# How to Fix FPV Drone Jello and Vibrations in HD Footage
If your FPV drone footage looks like it was filmed during an earthquake, you’re dealing with **jello** — the wavy, rolling-shutter distortion caused by high-frequency vibrations reaching your camera sensor. This guide walks you through identifying and eliminating jello at its source, so you can capture buttery-smooth HD footage every time.
## What Causes Jello in FPV Footage?
Jello occurs when frame-rate vibrations sync with the camera’s rolling shutter. Instead of a single cause, jello is usually the result of several small issues stacking up. The most common culprits:
– **Bent or unbalanced propellers** — even a tiny nick creates asymmetric thrust vibration
– **Loose or soft-mounted camera** — the camera moves independently of the frame
– **Excessive motor vibration** — worn bearings, bent bells, or loose magnets
– **Frame resonance** — the frame itself amplifies certain motor RPM ranges
– **Over-tightened or missing soft mounts** — the flight stack transmits motor vibration to the camera
– **High D gain** — D-term oscillations manifest as fine jitter in the video
## Step-by-Step Jello Diagnosis
### Step 1: Check Your Propellers First
This is the most common cause and the easiest fix. Inspect every propeller carefully:
| Sign | What It Means | Fix |
|——|—————|—–|
| Nicks or chips on blade edges | Prop struck something | Replace the propeller |
| One blade bent slightly | Uneven thrust per rotation | Replace the propeller |
| Prop not seating flat on motor | Hub damage or debris | Clean motor bell, replace prop |
| Excessive blade flex | Wrong prop material for build weight | Switch to stiffer props (e.g., HQProp, Gemfan 51466) |
**Pro tip**: After replacing props, test-hover without the HD camera mounted. If vibrations are gone, the props were the problem.
### Step 2: Inspect the Camera Mount
Your HD camera (GoPro, DJI Action, Insta360) needs to be held firmly. Check:
– **TPU mount**: Is it cracked, loose, or sagging? Replace if so.
– **ND filter**: A loose ND filter vibrates independently and creates micro-jello. Use a snug-fitting filter.
– **Screws**: Tighten all mounting screws — but don’t overtighten, which can crack TPU.
### Step 3: Motor Health Check
Spin each motor by hand (props off, battery disconnected). Listen and feel for:
– **Grinding/scratching**: Worn bearings — replace the motor or bearings
– **Notchy rotation**: Debris between magnets and stator — clean with compressed air
– **Loose bell**: The bell shifts up/down — tighten the C-clip or replace motor
– **Bent shaft**: Visible wobble when spinning — replace the motor
A healthy motor spins smoothly and silently with uniform magnetic cogging.
### Step 4: Frame and Stack Soft Mounting
| Component | Best Practice |
|———–|—————|
| Flight controller | Use rubber grommets in all mounting holes |
| ESC/4-in-1 | Nylon standoffs with O-rings (not metal screws alone) |
| Arms | Check for cracks; replace if damaged |
| Frame screws | All tight; use blue Loctite on metal-to-metal |
Vibration travels through rigid paths. Every soft mount you install breaks that path.

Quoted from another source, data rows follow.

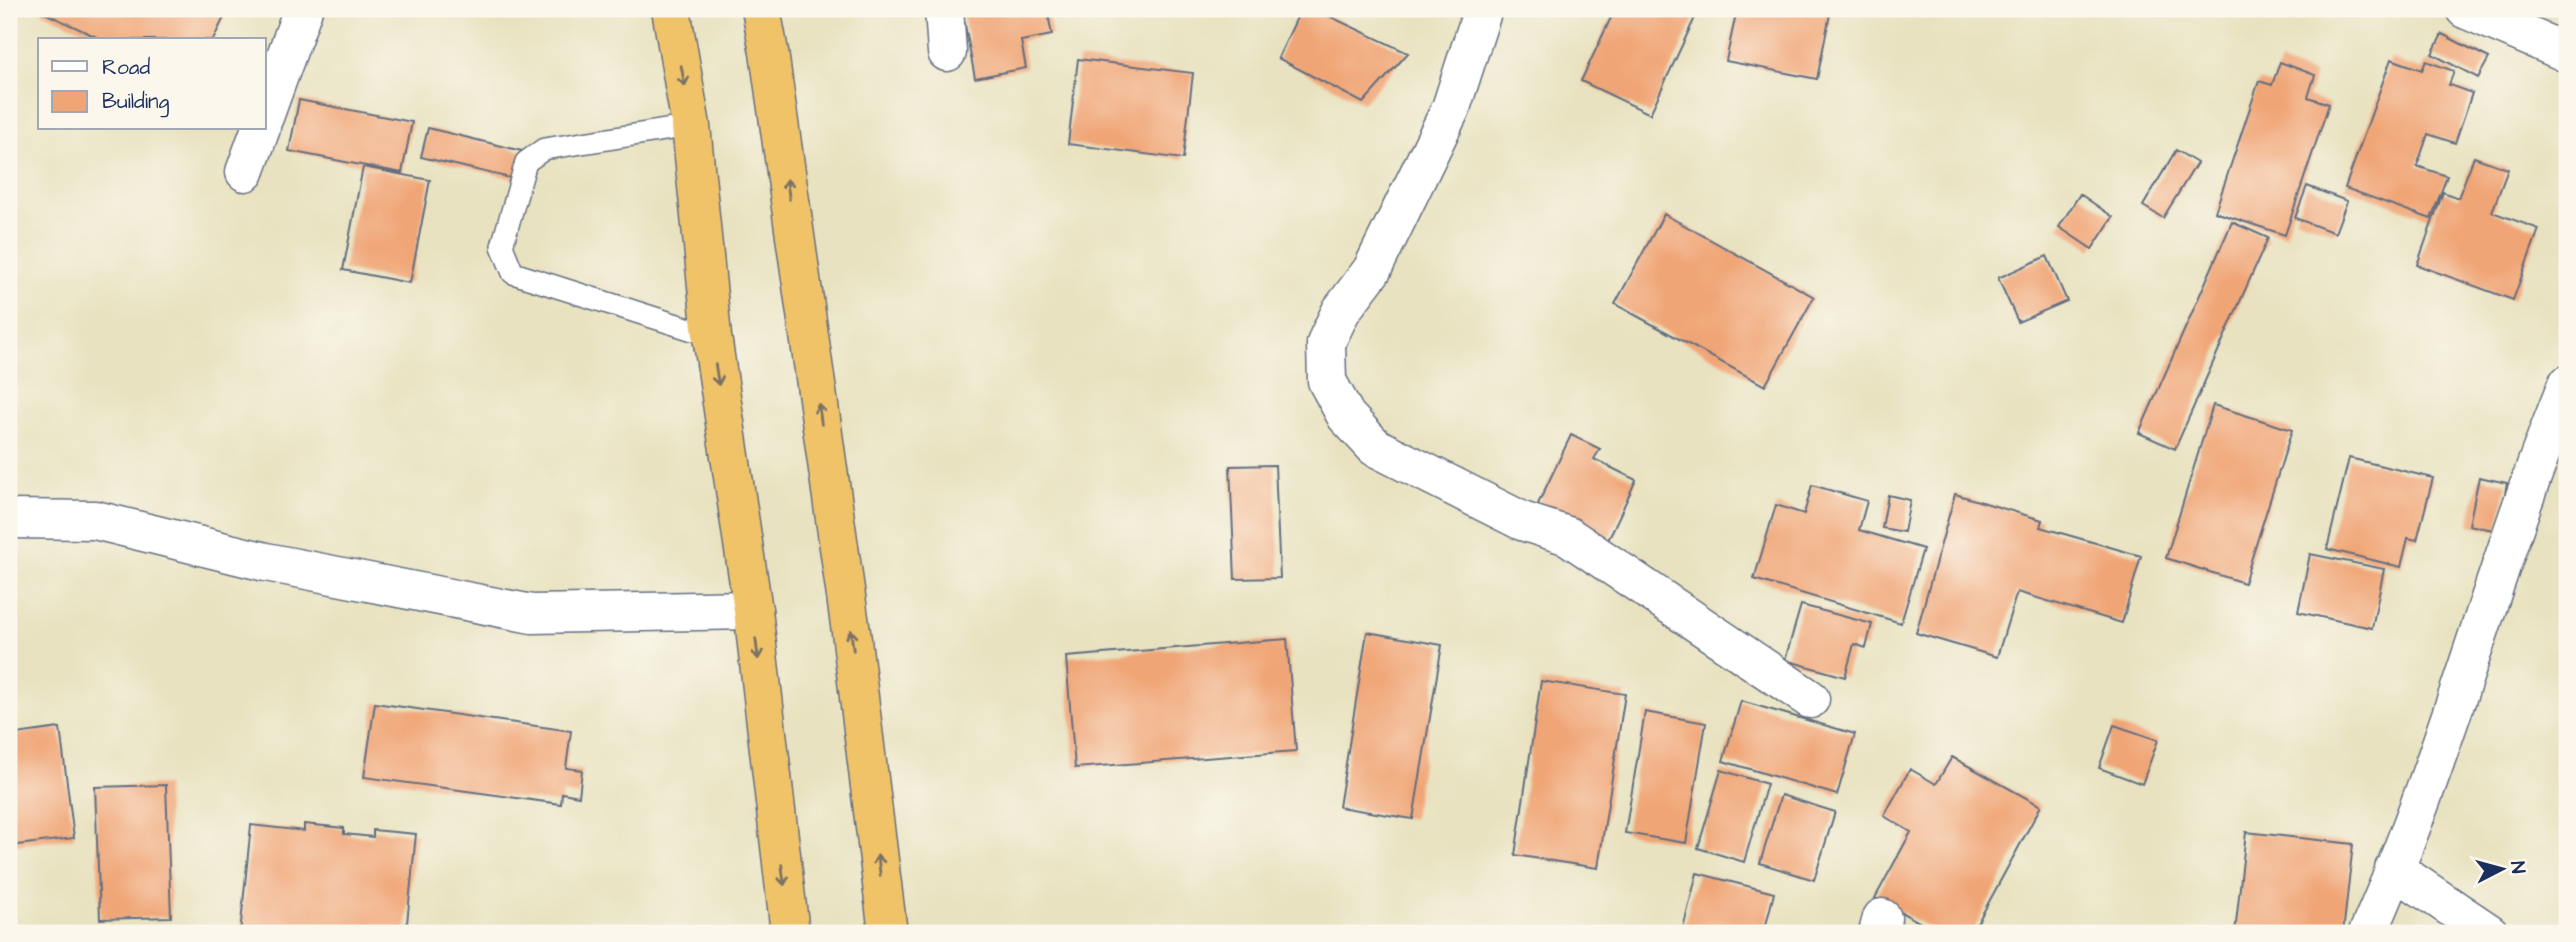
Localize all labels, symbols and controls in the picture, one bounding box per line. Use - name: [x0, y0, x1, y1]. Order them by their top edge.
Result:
- legend: [38, 38, 266, 130]
- text: Road: [102, 53, 150, 82]
- one-way arrow: [677, 64, 690, 87]
- text: Building: [102, 87, 170, 118]
- one-way arrow: [782, 178, 795, 201]
- one-way arrow: [711, 363, 724, 386]
- one-way arrow: [813, 404, 826, 426]
- one-way arrow: [845, 629, 858, 652]
- one-way arrow: [751, 637, 764, 659]
- north arrow: [2468, 834, 2538, 904]
- one-way arrow: [873, 855, 886, 877]
- text: N: [2503, 860, 2531, 875]
- one-way arrow: [777, 863, 790, 885]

### Step 5: Betaflight Filter Tuning
If the mechanical fixes don’t fully resolve jello, tune your filters:
1. Enable **RPM Filtering** (requires BLHeli_32 or Bluejay with bidirectional DShot)

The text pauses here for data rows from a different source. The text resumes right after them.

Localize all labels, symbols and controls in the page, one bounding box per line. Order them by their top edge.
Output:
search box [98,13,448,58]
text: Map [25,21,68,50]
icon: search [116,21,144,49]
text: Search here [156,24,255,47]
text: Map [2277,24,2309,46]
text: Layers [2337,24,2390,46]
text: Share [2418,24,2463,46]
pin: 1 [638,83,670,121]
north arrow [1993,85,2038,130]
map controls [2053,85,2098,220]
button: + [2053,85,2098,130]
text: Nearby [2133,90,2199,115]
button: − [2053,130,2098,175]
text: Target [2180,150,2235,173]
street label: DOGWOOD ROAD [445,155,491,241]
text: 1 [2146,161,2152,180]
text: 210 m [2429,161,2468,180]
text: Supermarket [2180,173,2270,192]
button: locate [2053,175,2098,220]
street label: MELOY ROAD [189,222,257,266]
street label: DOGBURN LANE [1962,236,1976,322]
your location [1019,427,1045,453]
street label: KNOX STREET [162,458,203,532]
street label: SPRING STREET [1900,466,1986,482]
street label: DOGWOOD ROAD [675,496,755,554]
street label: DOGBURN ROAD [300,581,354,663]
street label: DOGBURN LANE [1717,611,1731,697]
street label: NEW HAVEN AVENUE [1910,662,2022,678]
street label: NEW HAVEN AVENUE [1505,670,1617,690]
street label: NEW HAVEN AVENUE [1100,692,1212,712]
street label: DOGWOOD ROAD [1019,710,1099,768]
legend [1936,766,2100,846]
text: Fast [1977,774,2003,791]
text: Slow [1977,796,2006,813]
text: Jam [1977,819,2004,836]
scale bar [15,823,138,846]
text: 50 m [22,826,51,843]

2. Set **Gyro LPF1** to `Dynamic` with a cutoff around 250 Hz
3. Set **DTerm LPF1** to `Dynamic` with a cutoff around 150 Hz
4. Enable **Dynamic Notch Filter** — set to `Auto` with Q factor of 250-300
5. Reduce **D gain** by 5-10% on all axes, especially pitch and roll
After tuning, do a test flight and check the gyro_scaled spectrogram in the Blackbox Explorer. You should see clean traces without persistent frequency bands.
## Recommended Parts for Vibration-Free Builds
A well-designed flight controller with effective onboard filtering makes a huge difference. The **SpeedyBee F405 V4 Flight Controller** features a BMI270 gyro with excellent vibration rejection and built-in soft mounting options. Available at [uavmodel.com](https://uavmodel.com).

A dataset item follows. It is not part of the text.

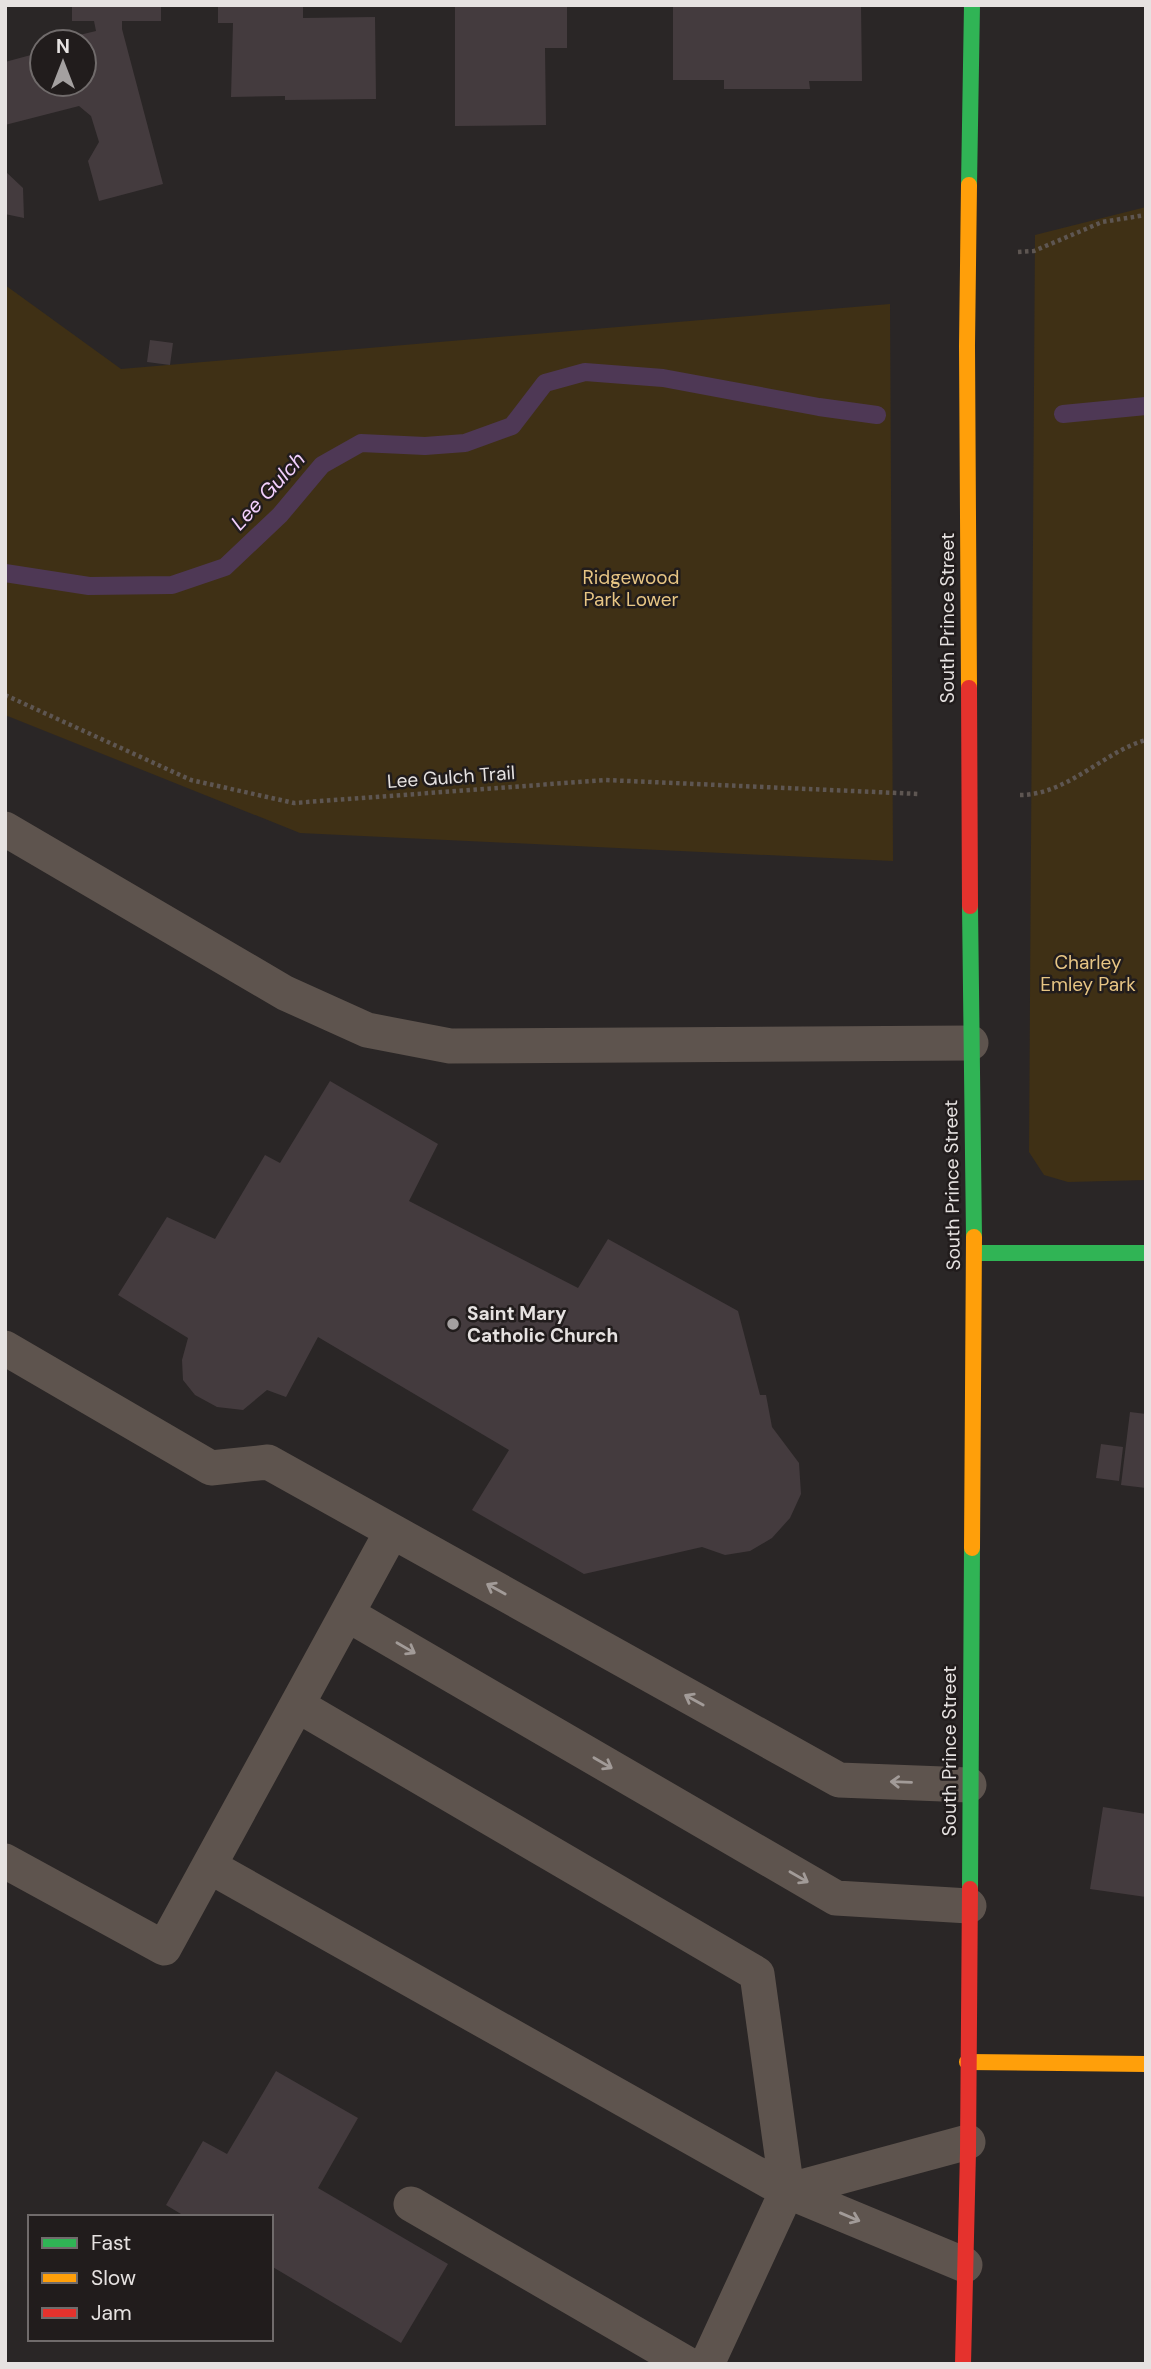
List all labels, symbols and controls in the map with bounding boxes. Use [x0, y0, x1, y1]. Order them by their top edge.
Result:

## Video Guide: Diagnosing and Fixing FPV Jello
## Summary Checklist
– [ ] Replace any nicked or bent propellers
– [ ] Secure camera mount and ND filter
– [ ] Check all four motors for bearing noise or bent shafts
– [ ] Verify frame arms are crack-free and all screws are tight
– [ ] Ensure FC and ESC have soft mounting (grommets/O-rings)
– [ ] Enable RPM filtering and Dynamic Notch in Betaflight
– [ ] Back off D gain by 5-10% if oscillations persist
A smooth quad is a fast quad. Fix the jello and your footage — and your flying — will thank you.